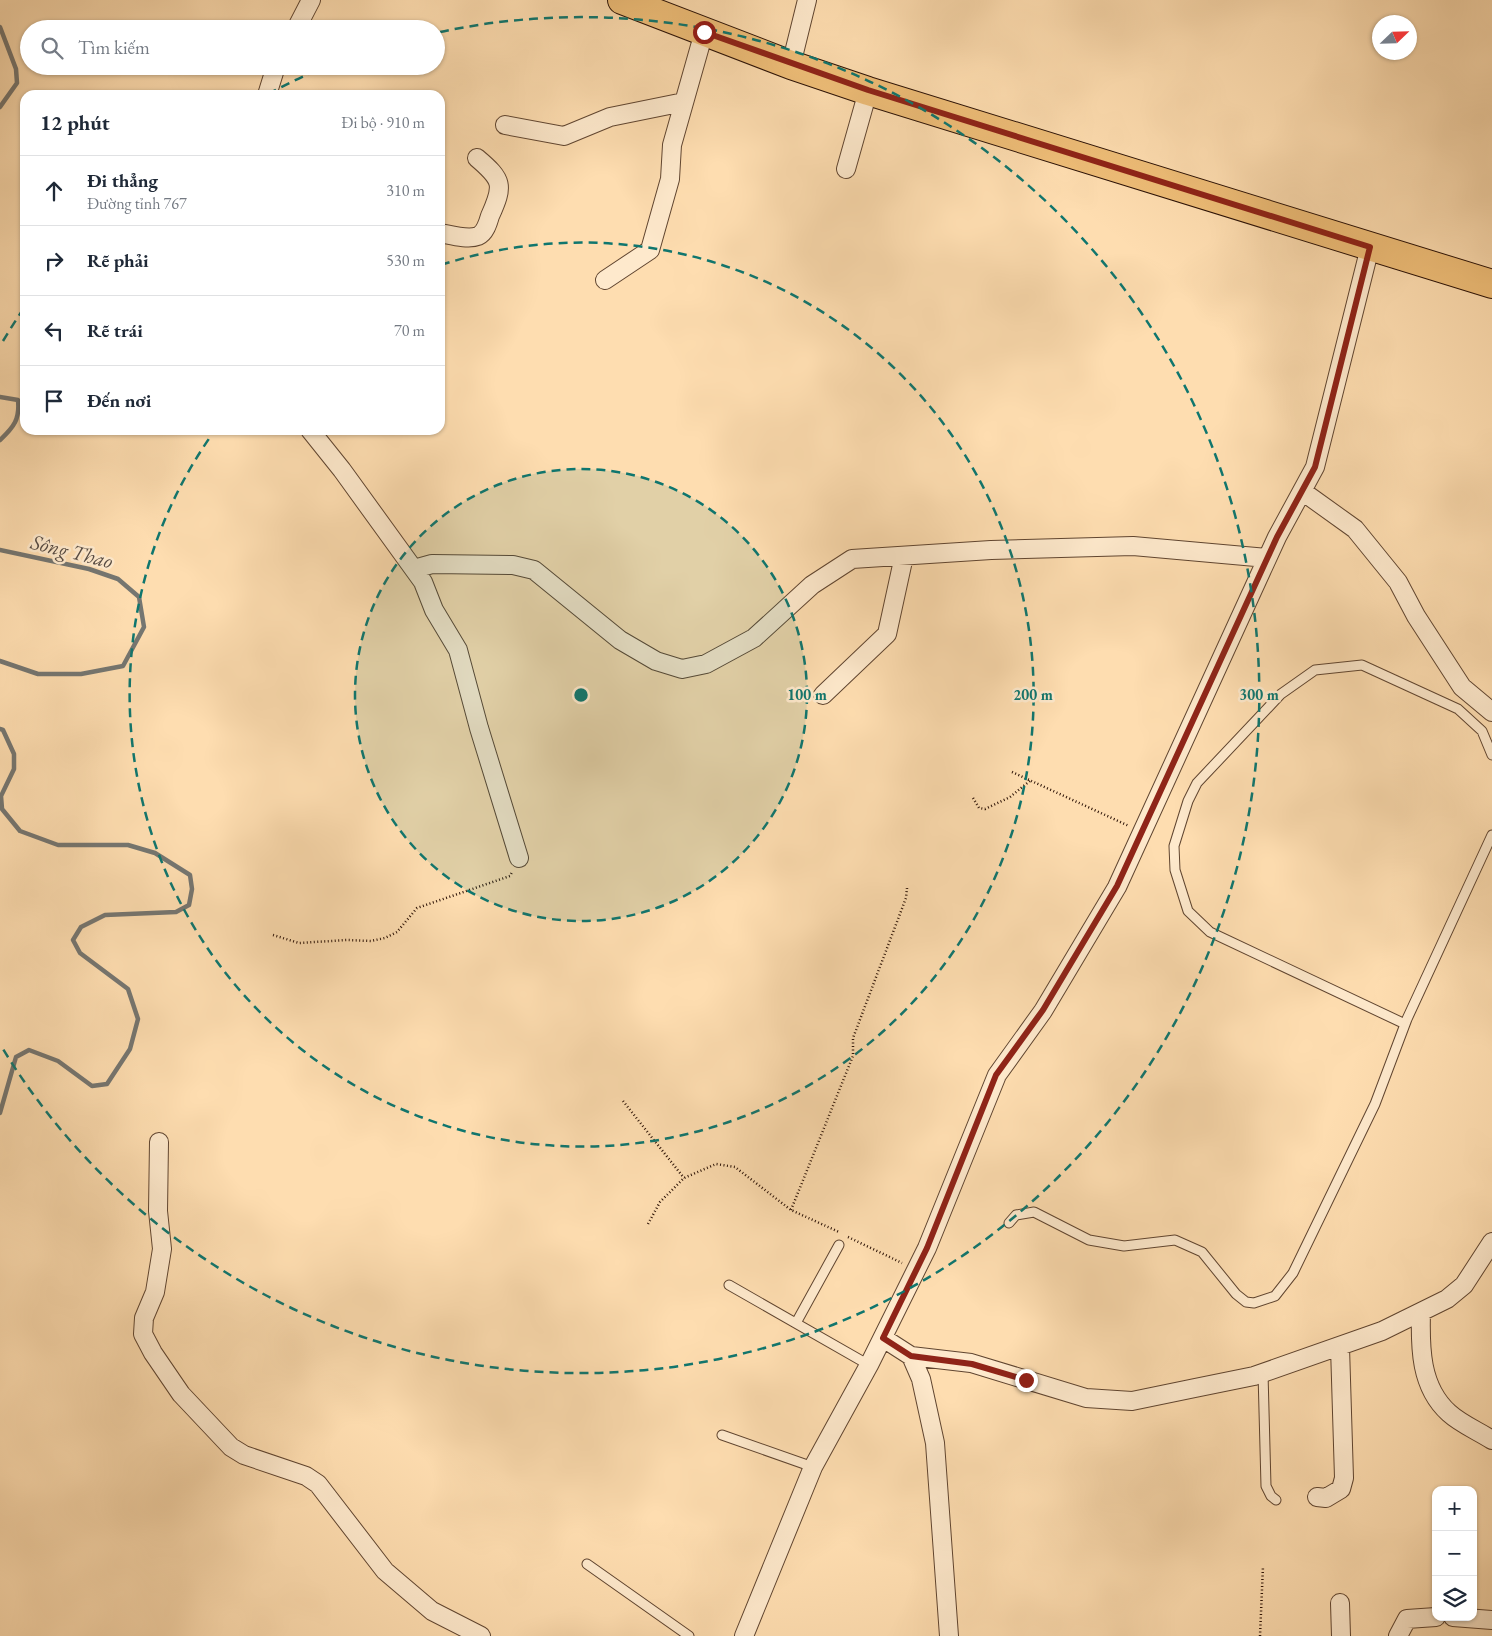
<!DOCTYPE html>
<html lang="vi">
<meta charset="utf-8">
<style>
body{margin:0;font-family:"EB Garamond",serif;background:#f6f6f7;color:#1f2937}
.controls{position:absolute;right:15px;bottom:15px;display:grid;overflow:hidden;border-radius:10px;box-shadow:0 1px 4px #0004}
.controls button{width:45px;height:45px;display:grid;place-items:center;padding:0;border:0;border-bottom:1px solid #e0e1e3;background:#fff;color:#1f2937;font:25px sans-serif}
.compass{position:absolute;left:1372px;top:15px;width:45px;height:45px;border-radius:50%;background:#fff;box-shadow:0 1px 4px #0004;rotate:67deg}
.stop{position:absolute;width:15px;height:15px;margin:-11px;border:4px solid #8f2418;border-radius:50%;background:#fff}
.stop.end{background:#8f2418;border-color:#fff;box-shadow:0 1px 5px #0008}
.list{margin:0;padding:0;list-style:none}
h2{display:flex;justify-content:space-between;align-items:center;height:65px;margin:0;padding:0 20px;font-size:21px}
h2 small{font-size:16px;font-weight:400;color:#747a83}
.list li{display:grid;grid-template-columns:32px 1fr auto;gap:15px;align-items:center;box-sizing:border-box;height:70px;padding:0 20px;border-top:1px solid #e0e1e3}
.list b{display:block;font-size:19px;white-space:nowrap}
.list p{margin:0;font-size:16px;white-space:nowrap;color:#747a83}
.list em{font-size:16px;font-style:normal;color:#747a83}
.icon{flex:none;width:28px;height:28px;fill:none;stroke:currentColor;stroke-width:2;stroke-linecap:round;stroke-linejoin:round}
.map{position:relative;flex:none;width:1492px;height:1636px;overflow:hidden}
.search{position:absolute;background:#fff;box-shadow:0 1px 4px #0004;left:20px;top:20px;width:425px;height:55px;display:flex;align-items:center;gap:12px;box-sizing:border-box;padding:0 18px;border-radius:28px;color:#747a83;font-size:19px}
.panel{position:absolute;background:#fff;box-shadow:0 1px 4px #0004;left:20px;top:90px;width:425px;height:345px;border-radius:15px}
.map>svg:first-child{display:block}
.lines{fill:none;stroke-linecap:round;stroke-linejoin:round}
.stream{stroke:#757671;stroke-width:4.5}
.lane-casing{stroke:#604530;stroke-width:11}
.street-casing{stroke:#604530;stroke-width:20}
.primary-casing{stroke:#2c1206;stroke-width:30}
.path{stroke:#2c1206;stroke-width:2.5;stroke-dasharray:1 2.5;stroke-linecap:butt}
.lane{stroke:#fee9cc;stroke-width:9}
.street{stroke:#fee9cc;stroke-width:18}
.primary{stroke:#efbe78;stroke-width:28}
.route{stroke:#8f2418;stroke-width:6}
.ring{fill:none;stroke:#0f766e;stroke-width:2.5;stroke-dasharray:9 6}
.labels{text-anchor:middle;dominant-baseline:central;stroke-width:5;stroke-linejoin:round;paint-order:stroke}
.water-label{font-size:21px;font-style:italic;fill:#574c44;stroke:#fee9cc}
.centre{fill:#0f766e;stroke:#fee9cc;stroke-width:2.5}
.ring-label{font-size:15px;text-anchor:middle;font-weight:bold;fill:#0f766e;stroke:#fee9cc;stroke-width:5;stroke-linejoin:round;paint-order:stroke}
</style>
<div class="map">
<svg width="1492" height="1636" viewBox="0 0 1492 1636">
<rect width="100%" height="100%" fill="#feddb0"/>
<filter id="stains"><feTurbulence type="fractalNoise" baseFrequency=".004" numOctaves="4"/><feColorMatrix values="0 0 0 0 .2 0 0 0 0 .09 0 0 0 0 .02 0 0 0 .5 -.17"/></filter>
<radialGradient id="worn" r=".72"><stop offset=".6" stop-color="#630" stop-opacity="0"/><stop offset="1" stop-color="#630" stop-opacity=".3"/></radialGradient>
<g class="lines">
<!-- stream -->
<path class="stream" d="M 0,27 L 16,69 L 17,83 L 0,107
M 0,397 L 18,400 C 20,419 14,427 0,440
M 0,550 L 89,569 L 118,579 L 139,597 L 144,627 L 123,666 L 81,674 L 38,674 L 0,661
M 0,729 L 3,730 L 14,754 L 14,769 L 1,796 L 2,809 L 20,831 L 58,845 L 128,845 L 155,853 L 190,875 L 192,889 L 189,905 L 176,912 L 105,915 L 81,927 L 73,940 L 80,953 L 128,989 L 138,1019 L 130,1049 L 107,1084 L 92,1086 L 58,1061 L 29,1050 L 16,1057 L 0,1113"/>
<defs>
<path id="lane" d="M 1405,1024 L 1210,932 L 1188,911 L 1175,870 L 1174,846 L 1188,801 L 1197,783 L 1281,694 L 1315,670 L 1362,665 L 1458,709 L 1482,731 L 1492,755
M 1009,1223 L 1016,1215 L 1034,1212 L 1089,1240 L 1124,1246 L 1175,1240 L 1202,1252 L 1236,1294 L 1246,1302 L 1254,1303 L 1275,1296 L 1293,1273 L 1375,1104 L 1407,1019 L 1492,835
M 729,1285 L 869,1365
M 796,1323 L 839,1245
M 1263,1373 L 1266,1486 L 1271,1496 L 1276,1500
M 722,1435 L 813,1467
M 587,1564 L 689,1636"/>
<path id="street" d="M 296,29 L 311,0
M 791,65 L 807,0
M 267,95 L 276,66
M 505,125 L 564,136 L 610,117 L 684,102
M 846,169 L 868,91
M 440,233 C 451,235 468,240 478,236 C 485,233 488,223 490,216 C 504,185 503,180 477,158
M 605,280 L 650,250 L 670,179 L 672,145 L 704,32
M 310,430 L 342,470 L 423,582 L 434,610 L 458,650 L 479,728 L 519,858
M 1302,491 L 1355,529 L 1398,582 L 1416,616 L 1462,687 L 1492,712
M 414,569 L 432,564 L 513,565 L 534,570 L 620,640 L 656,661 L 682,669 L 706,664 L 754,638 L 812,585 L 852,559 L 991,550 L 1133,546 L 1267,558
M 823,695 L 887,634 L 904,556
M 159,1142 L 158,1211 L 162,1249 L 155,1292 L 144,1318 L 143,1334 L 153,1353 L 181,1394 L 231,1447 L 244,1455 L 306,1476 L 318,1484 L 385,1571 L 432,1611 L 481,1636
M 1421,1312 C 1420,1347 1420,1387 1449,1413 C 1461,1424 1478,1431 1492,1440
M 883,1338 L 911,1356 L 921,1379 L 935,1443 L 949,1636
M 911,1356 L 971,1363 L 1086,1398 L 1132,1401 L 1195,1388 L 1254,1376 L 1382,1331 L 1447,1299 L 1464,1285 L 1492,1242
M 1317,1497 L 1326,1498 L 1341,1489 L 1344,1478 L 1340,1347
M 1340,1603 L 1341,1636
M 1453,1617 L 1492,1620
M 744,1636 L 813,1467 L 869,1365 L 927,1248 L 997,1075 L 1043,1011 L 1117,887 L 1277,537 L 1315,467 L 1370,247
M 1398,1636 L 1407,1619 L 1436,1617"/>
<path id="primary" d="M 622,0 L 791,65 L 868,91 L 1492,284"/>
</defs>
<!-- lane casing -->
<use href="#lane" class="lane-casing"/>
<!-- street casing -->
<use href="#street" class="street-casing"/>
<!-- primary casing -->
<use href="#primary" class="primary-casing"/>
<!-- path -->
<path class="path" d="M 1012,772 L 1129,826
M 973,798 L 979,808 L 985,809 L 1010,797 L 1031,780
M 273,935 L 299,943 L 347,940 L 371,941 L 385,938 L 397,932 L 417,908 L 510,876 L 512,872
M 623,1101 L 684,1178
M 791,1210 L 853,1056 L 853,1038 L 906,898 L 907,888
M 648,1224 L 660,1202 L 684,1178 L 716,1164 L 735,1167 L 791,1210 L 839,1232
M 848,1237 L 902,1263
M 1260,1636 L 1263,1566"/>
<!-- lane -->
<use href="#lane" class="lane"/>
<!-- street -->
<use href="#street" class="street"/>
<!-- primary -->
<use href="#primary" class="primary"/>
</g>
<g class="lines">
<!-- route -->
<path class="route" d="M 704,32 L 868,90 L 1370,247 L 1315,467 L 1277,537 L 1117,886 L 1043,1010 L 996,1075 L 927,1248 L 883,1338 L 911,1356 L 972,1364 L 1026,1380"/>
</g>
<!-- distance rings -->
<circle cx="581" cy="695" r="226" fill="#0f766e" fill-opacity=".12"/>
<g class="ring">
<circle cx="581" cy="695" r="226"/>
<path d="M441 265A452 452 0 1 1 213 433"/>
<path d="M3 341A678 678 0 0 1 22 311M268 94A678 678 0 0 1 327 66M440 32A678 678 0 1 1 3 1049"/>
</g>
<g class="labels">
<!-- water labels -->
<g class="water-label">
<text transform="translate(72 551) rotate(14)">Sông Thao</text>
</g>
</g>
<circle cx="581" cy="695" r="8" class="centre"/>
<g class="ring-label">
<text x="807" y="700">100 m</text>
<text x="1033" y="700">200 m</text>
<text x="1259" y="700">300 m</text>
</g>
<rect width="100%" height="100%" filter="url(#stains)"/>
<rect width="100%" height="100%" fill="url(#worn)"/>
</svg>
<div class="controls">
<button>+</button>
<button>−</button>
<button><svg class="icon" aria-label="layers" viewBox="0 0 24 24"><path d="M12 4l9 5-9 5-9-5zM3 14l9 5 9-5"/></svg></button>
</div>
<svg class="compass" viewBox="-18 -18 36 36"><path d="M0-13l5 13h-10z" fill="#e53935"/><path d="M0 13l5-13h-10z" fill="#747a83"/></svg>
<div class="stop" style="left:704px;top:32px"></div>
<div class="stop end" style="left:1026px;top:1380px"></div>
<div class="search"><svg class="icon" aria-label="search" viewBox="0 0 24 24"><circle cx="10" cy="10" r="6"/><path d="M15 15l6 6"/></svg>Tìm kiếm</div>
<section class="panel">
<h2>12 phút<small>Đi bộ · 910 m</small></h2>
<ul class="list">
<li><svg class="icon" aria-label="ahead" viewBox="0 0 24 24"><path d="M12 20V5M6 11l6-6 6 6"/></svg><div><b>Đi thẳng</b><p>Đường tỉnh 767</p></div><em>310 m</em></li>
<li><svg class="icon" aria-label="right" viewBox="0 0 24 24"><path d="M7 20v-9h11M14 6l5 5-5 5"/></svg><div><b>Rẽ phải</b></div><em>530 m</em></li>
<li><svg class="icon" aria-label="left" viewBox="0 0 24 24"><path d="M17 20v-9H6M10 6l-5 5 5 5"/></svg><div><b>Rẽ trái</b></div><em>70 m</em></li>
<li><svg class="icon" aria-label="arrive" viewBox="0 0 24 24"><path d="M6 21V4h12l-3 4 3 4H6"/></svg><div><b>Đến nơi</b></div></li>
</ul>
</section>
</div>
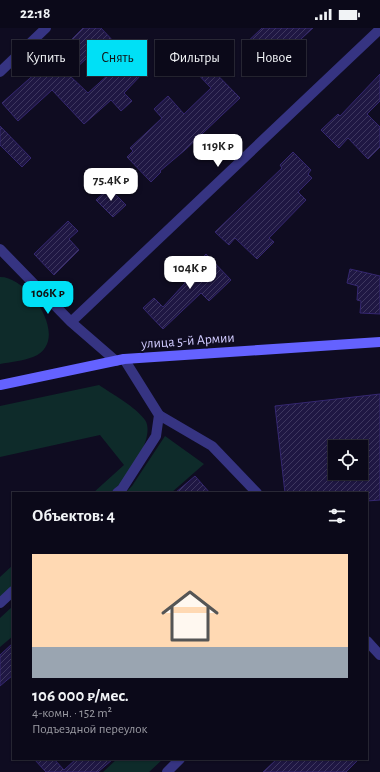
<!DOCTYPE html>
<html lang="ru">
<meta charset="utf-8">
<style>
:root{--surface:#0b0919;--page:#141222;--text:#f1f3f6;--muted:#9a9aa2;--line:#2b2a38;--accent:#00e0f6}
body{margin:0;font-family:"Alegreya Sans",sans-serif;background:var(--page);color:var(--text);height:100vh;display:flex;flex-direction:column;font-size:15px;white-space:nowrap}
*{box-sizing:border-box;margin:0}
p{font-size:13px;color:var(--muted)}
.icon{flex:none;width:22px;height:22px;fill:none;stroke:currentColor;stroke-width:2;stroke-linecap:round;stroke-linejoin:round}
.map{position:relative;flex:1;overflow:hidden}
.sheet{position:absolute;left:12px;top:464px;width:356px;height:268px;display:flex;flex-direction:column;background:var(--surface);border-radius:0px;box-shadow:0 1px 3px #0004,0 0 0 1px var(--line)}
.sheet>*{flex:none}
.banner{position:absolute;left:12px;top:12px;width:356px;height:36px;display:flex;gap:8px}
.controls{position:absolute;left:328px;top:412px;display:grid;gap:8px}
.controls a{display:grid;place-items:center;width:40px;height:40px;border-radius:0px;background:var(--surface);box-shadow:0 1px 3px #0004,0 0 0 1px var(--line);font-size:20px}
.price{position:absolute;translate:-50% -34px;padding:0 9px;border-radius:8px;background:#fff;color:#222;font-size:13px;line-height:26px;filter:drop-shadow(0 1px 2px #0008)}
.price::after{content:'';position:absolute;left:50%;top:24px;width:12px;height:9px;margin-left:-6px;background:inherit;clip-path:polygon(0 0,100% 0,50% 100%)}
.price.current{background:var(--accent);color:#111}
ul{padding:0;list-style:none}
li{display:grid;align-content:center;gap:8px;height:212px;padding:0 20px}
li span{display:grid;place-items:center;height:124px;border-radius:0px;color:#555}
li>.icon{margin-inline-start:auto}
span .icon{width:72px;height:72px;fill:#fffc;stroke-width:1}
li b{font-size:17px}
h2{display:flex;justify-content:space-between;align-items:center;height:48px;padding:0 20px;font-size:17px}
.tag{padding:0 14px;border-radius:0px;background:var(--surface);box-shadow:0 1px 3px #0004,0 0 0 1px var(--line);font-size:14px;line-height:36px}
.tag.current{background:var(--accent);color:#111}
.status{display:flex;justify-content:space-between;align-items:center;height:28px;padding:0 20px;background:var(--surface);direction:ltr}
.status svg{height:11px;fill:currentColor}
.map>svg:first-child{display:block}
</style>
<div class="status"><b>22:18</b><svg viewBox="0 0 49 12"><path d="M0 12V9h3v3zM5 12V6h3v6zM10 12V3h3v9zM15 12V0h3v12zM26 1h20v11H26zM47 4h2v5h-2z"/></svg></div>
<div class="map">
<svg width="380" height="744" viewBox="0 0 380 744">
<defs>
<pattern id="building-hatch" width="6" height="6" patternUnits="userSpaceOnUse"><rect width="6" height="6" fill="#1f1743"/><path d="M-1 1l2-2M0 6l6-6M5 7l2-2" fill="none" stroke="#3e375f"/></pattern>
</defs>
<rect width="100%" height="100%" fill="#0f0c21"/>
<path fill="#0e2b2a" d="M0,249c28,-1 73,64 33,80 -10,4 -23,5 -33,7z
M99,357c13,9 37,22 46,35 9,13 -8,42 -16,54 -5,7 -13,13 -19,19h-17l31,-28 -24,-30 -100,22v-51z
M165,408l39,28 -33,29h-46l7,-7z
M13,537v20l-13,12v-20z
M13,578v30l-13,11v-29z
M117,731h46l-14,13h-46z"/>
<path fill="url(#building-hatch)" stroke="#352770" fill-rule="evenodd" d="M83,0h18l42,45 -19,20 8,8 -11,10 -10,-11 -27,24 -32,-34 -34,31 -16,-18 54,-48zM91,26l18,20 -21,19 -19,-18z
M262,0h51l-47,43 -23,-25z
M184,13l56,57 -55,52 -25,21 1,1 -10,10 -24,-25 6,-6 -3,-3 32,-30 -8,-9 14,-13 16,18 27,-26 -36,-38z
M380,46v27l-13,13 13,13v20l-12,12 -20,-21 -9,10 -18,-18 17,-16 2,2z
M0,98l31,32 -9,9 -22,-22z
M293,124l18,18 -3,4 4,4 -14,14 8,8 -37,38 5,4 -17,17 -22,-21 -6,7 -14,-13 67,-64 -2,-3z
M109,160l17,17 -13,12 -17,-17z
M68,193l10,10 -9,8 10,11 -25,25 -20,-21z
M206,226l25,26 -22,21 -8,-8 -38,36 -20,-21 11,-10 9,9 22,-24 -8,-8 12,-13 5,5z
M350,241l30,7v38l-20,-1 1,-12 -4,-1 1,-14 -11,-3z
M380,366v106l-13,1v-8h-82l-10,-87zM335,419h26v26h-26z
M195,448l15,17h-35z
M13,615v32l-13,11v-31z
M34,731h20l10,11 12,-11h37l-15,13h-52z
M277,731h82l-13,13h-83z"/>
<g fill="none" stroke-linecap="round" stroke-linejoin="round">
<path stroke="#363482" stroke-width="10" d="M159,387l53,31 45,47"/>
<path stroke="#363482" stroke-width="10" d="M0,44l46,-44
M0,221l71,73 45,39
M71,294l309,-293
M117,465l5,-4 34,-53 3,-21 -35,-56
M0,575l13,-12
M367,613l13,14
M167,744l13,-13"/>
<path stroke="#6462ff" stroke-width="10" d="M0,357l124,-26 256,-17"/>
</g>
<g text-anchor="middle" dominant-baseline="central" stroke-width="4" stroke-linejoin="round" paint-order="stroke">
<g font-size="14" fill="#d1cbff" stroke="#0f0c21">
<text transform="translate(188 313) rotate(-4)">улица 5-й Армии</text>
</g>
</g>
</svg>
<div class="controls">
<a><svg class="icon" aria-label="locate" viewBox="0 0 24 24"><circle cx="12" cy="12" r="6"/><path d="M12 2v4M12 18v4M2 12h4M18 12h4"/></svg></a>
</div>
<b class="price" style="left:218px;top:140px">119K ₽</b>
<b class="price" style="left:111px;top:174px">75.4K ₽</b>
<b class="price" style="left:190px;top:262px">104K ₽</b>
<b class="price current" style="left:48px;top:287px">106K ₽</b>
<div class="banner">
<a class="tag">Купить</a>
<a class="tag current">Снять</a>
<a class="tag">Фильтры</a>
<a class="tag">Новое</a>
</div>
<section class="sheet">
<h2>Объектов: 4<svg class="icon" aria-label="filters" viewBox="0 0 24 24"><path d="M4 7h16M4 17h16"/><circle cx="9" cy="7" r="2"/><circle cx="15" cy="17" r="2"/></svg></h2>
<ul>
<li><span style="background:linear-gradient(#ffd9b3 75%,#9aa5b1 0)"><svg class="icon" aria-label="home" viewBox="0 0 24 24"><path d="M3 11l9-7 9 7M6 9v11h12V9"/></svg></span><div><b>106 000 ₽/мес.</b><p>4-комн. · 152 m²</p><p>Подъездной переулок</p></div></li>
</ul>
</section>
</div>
+ + + + +
_Work instruction_. For the records above, state how many lines include the string "nowrap", giving the number and nothing else.

_Completed exercise_. 3